Undang-Undang Nomor 33 Tahun 2014 tentang Jaminan Produk Halal (UU JPH) beserta perubahannya merupakan langkah dan upaya pemerintaha Indonesia untuk mewujudkan Indonesia menjadi pusat halal dunia. Tentu ini bukan hal yang tak mungkin, mengingat Indonesia memiliki potensi yang besar untuk mewujudkan hal tersebut.

Berdasarkan State of the Global Islamic Economy Report 2022, Indonesia menjadi 4 negara teratas dalam ekosistem ekonomi Islam yang kuat, posisi teratas sebagai negara food consumer market (2021) dengan nilai pembelanjaan 145,7 miliar US, berada di posisi 7 dari 10 negara pengekspor pangan halal ke negara OKI, posisi nomor 2 dari 10 negara OKI yang melakukan impor produk halal.

Sayangnya, implementasi regulasi JPH tidak selalu mulus.
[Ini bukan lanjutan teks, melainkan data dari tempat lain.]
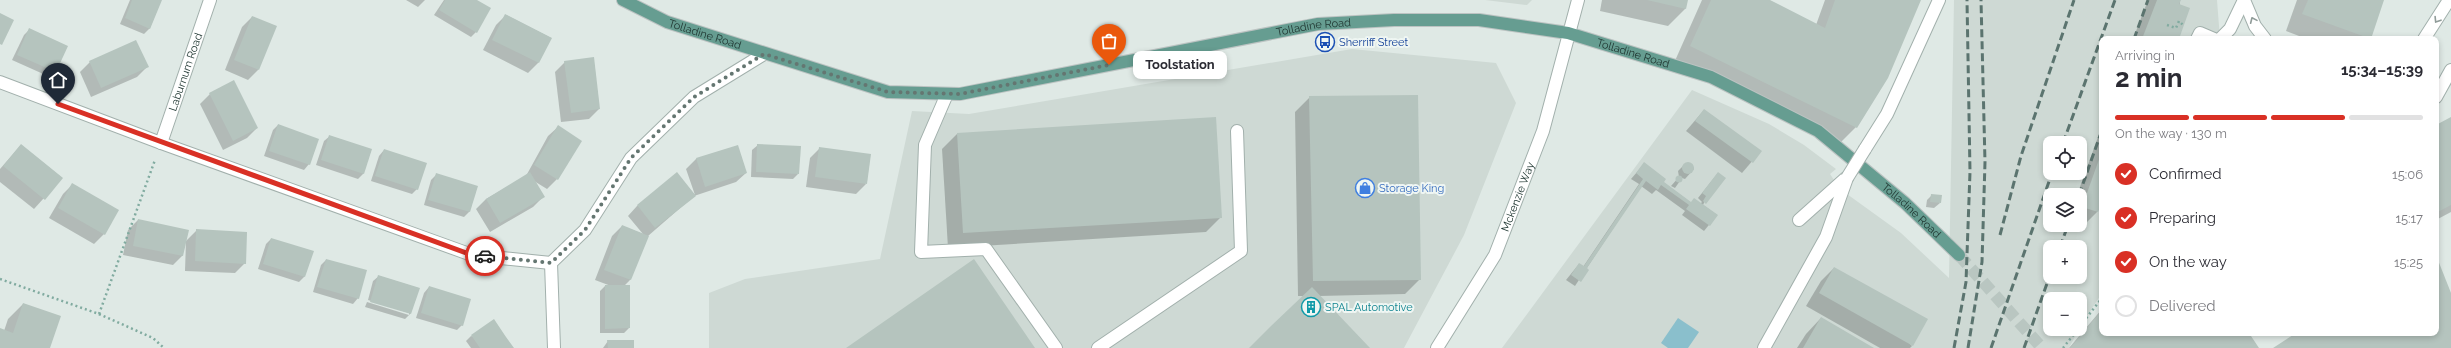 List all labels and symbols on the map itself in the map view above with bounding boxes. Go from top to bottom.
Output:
one-way arrow [2434,15,2441,22]
street label: Tolladine Road [667,16,743,52]
street label: Tolladine Road [1275,16,1351,39]
one-way arrow [2250,17,2258,25]
pin [1092,24,1126,65]
street label: Laburnum Road [166,31,205,113]
bus stop icon: Sherriff Street [1314,31,1336,53]
place label: Sherriff Street [1339,36,1408,49]
street label: Tolladine Road [1595,36,1671,70]
callout: Toolstation [1133,51,1227,79]
pin [41,63,75,104]
street label: Mckenzie Way [1498,160,1537,233]
shop icon: Storage King [1354,177,1376,199]
street label: Tolladine Road [1879,180,1944,241]
place label: Storage King [1379,182,1444,195]
courier [465,236,505,276]
building icon: SPAL Automotive [1300,296,1322,318]
place label: SPAL Automotive [1325,301,1413,314] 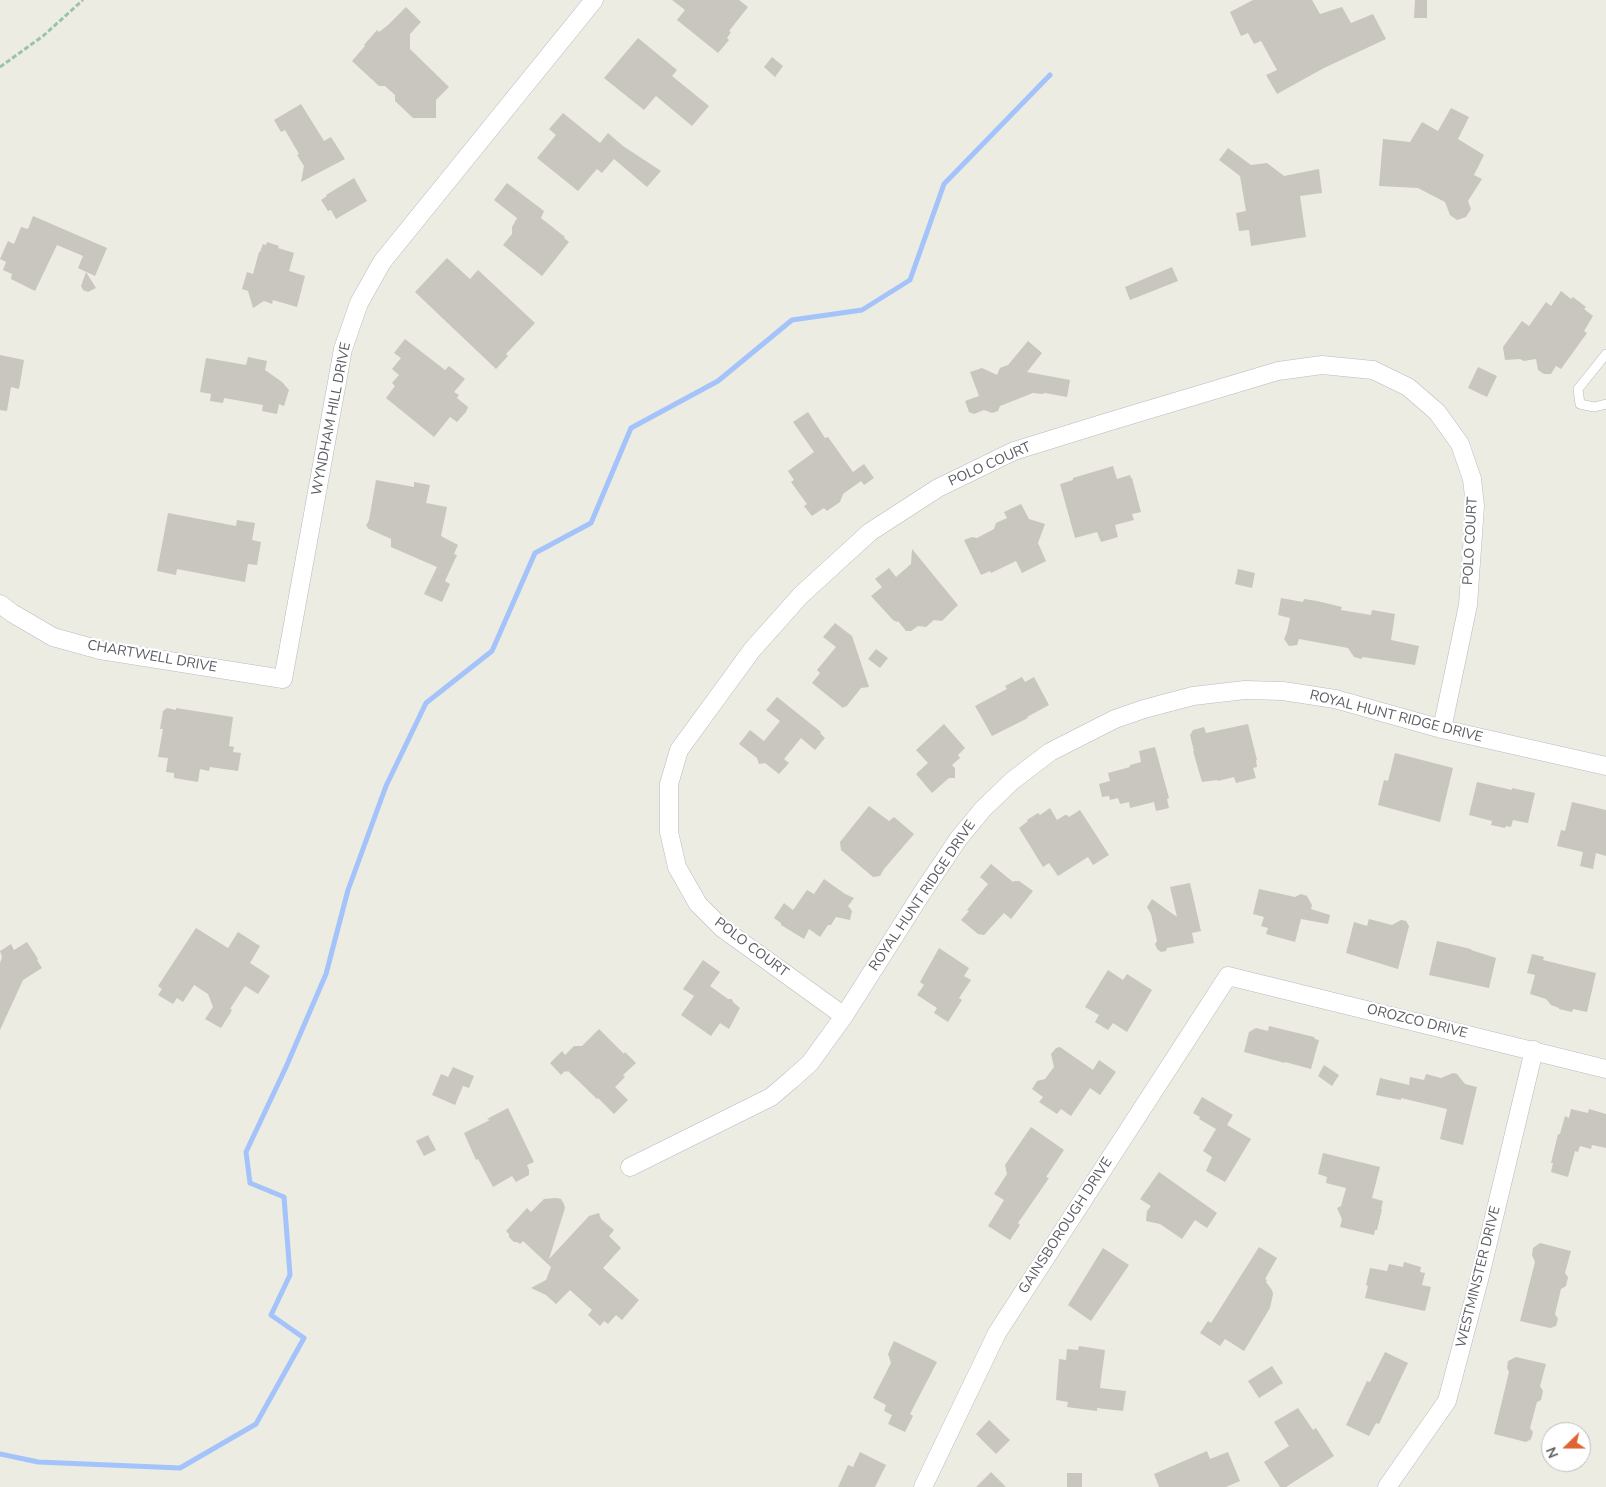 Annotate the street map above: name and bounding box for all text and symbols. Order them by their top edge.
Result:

Dalam Undang-Undang Nomor 6 Tahun 2023 tentang Cipta Kerja (UU Ciptaker), yang mencantumkan beberapa perubahan terakhir regulasi JPH, Asosiasi Lembaga Pemeriksa Halal Indonesia (ALPHI) menemukan beberapa catatan yang kemudian diangkat dalam Focus Group Discussion (FGD) dan workshop bertema “Bersinergi Memperkuat Regulasi Ekosistem Halal untuk Perlindungan Konsumen Muslim”. Kegiatan ini diselenggarakan pada 21 September 2023 di Hotel Shangri-La, Jakarta. Lembaga Pengkajian Pangan, Obat-obatan, dan Kosmetika Majelis Ulama Indonesia (LPPOM MUI) hadir dan mendukung terselenggaranya acara ini.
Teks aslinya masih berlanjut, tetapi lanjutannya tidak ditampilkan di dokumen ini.